INPUT FOR THIS TASK ▸
▼

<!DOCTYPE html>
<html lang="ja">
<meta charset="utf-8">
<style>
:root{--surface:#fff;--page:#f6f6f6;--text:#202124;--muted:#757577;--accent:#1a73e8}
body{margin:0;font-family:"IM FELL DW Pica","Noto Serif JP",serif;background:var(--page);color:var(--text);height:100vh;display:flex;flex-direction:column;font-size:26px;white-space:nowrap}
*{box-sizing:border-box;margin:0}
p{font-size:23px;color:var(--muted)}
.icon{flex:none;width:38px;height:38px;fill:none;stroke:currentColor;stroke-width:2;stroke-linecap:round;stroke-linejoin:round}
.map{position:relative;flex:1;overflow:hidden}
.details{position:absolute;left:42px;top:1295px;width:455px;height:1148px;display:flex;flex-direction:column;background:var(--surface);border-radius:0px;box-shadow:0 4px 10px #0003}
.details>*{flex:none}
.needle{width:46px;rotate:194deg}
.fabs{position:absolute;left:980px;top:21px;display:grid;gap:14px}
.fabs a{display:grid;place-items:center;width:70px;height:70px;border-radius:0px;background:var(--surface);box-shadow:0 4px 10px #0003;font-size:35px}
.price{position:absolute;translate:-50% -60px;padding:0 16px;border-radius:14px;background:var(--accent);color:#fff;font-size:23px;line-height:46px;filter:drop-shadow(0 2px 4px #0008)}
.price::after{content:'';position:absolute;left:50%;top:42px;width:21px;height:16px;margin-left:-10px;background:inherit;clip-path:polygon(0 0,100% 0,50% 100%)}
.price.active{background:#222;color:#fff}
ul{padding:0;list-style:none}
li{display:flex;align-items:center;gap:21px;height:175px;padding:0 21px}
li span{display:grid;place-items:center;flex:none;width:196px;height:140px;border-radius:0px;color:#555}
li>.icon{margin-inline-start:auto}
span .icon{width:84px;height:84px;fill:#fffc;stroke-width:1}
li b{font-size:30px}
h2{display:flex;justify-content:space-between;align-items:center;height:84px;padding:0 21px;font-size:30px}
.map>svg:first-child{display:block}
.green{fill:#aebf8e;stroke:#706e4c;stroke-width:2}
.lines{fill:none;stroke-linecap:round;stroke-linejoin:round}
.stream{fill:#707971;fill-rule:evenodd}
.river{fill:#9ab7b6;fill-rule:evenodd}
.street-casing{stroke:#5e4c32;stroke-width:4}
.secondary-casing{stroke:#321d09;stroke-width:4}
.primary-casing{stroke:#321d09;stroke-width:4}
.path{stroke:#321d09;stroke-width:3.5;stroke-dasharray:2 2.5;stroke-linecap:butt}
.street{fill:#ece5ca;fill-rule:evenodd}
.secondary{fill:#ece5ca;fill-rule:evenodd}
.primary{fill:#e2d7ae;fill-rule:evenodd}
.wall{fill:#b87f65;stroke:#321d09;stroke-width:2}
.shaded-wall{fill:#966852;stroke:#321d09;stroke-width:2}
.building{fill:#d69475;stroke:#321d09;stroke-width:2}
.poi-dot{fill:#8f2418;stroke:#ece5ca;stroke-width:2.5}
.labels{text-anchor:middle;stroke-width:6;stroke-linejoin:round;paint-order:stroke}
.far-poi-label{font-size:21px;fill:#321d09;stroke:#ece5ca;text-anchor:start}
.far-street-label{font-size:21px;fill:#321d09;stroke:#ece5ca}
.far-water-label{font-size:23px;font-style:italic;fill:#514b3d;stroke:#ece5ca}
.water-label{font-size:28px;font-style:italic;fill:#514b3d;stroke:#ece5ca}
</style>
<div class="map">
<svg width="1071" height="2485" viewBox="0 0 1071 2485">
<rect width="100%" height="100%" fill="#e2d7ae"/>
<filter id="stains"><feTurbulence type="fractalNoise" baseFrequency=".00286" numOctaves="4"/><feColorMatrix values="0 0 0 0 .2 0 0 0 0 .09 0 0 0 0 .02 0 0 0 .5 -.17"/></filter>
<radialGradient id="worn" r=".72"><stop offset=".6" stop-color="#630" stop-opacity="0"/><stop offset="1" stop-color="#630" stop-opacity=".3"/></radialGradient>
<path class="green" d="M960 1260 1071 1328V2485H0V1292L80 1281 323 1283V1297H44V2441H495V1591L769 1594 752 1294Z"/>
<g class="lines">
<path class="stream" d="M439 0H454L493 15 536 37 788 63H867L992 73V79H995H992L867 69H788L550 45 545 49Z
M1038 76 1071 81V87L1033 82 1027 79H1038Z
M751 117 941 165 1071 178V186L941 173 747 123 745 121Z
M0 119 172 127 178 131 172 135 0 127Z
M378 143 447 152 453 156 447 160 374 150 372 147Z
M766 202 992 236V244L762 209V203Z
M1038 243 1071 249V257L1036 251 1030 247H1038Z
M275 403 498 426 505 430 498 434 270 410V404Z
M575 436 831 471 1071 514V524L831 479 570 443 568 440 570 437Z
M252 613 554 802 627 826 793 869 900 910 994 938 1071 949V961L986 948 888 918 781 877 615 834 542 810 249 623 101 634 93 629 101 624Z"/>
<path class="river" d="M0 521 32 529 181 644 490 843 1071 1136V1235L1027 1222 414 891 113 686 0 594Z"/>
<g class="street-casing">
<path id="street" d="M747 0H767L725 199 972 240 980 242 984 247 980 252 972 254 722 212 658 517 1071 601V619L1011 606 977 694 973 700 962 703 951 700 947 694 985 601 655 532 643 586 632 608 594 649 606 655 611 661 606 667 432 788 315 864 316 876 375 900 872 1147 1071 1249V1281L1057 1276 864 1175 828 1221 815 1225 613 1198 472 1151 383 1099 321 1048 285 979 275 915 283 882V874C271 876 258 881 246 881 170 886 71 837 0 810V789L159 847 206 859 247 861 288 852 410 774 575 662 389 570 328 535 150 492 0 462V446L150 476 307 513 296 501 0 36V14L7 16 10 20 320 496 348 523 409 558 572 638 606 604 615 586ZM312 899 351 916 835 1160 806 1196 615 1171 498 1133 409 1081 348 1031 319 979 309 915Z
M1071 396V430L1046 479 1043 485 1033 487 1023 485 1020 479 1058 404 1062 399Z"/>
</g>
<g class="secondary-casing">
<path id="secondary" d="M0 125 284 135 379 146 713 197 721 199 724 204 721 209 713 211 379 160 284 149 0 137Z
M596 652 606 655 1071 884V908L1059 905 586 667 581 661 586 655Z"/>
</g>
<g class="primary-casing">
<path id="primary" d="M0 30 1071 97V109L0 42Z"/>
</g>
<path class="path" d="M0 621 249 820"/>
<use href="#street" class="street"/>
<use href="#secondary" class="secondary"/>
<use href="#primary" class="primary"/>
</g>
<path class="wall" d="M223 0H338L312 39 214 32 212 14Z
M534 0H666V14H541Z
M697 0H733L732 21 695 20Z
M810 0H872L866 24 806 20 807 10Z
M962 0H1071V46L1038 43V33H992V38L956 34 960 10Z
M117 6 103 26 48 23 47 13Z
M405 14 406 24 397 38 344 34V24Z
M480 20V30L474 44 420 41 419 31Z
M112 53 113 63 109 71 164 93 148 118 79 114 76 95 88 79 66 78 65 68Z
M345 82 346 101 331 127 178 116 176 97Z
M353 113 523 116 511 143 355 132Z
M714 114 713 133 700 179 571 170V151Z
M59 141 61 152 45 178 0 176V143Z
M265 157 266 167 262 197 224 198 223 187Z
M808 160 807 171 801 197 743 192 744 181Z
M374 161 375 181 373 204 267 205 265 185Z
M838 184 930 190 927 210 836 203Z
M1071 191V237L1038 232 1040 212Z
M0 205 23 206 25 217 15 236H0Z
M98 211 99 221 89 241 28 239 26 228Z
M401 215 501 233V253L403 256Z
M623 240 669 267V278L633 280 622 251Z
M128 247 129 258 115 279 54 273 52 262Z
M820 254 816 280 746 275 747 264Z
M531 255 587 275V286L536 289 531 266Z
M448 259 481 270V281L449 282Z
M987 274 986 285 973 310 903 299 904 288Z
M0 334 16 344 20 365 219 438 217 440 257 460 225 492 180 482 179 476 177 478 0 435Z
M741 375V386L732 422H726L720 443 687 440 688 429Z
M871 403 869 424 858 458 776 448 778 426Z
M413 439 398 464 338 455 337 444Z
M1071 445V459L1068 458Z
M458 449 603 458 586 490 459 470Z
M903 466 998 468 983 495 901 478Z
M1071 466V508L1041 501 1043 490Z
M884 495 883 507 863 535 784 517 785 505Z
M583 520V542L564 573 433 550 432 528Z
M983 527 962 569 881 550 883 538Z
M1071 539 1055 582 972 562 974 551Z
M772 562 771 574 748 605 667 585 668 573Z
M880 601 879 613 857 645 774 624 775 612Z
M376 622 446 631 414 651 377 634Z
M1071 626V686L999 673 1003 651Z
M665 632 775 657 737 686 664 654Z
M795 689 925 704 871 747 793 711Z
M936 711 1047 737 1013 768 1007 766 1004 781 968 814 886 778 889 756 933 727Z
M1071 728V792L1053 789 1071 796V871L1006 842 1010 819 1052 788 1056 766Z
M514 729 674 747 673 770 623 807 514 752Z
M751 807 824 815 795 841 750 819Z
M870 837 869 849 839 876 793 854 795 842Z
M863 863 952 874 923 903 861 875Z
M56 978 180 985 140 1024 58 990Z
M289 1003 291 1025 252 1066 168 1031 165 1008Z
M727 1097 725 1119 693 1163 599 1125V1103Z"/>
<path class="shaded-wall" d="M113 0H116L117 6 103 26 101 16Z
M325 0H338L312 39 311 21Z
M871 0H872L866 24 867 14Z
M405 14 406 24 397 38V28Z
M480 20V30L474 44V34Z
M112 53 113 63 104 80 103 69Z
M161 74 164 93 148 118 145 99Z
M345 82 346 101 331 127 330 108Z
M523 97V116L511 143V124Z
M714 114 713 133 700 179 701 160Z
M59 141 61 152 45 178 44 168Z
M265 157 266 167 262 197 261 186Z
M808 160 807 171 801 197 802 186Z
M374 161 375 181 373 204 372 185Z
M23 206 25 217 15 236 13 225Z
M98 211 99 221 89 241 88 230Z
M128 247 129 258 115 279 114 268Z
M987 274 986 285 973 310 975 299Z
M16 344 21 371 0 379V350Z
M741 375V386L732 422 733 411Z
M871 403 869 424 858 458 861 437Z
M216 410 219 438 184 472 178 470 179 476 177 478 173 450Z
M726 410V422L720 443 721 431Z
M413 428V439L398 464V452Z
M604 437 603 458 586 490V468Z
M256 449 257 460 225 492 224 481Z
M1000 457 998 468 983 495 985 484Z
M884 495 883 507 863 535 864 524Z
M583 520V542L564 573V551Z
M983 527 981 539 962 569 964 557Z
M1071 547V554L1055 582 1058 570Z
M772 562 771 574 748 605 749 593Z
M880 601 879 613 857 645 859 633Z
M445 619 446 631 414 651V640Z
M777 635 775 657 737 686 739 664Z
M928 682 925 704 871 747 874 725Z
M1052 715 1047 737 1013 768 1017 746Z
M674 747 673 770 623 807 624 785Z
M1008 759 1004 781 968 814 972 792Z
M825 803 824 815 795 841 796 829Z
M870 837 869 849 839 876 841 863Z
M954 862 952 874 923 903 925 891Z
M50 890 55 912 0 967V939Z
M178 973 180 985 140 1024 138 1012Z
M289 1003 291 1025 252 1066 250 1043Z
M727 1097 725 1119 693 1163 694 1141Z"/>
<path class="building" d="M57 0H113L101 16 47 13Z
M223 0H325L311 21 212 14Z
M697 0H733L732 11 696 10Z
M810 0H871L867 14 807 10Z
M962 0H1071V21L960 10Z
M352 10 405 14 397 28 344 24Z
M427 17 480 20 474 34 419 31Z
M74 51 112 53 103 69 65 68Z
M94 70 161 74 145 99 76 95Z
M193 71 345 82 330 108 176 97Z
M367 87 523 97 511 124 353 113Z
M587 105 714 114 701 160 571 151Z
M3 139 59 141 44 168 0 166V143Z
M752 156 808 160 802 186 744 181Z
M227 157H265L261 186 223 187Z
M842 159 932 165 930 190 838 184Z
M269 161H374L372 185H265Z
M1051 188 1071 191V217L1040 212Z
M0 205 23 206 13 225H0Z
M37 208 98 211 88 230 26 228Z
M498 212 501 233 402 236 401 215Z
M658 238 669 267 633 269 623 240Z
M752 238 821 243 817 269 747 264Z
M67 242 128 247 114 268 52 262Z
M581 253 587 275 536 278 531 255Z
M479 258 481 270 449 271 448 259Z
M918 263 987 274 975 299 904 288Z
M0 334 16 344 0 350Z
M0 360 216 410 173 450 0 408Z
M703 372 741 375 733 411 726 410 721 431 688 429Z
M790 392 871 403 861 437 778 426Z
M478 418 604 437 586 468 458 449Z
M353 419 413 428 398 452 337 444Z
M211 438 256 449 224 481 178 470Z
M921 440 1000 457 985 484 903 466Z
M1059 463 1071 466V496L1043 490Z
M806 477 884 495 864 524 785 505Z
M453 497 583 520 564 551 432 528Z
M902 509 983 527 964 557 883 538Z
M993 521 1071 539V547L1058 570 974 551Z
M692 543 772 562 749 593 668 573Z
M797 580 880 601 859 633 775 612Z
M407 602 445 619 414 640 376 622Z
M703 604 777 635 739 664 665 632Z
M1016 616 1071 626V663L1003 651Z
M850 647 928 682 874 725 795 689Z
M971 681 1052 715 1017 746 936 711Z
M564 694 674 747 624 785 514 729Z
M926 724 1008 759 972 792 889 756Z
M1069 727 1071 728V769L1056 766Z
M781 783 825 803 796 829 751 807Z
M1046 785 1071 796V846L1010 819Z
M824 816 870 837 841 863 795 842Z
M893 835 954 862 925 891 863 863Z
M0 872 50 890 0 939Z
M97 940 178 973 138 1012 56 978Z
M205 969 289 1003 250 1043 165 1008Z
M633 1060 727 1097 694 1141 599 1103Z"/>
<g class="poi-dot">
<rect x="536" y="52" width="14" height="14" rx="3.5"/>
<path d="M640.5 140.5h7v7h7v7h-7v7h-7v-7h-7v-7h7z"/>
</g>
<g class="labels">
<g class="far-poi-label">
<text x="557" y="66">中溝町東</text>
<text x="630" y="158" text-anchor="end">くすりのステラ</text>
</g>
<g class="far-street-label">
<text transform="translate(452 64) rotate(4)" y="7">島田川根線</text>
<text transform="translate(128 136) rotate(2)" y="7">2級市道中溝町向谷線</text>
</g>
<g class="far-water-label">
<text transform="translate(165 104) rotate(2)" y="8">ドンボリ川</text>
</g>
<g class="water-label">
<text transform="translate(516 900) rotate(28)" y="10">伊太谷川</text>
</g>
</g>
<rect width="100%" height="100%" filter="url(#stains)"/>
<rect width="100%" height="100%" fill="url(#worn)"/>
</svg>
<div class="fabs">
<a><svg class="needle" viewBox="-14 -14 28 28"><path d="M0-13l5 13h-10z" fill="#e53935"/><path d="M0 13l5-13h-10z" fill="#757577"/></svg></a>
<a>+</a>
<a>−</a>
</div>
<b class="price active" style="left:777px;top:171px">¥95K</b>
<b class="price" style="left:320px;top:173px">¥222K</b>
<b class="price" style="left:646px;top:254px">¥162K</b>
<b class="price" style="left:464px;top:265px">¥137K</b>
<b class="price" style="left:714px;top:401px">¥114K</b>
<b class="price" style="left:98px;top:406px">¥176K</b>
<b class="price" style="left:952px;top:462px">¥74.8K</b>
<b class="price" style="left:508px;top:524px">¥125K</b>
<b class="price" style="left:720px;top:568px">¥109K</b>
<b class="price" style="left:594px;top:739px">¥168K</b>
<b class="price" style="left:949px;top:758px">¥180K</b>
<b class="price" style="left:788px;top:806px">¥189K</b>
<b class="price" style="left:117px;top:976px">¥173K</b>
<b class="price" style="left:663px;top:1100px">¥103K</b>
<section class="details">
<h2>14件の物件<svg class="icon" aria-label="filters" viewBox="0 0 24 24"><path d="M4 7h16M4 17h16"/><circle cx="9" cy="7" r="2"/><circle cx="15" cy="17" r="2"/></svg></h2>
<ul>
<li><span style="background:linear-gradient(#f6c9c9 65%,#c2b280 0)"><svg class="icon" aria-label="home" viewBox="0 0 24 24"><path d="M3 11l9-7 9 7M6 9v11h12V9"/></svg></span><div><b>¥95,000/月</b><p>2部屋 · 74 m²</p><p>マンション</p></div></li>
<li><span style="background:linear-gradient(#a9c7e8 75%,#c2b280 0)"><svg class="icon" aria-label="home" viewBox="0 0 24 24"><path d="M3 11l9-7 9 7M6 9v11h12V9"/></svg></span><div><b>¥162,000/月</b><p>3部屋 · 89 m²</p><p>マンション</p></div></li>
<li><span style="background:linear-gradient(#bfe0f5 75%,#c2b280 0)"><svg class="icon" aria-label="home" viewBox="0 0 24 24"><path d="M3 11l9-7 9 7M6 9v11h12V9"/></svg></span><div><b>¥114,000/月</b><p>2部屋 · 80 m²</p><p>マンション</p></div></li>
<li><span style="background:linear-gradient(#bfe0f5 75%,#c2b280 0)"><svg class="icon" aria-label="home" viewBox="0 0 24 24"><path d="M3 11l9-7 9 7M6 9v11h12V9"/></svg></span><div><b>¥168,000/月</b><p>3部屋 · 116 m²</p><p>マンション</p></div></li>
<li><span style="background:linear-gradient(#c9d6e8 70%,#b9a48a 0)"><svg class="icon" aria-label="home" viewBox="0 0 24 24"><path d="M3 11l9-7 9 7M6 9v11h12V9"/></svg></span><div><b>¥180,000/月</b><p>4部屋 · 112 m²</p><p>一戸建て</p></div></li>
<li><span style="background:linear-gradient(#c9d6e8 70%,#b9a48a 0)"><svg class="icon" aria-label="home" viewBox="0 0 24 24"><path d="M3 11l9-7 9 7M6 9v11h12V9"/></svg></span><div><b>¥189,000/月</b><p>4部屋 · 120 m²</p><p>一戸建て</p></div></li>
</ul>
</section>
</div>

▲

ASSIGNED TASK ▸ Gather each line in these records that contains the string "linejoin".

YOUR RESPONSE ▸
.icon{flex:none;width:38px;height:38px;fill:none;stroke:currentColor;stroke-width:2;stroke-linecap:round;stroke-linejoin:round}
.lines{fill:none;stroke-linecap:round;stroke-linejoin:round}
.labels{text-anchor:middle;stroke-width:6;stroke-linejoin:round;paint-order:stroke}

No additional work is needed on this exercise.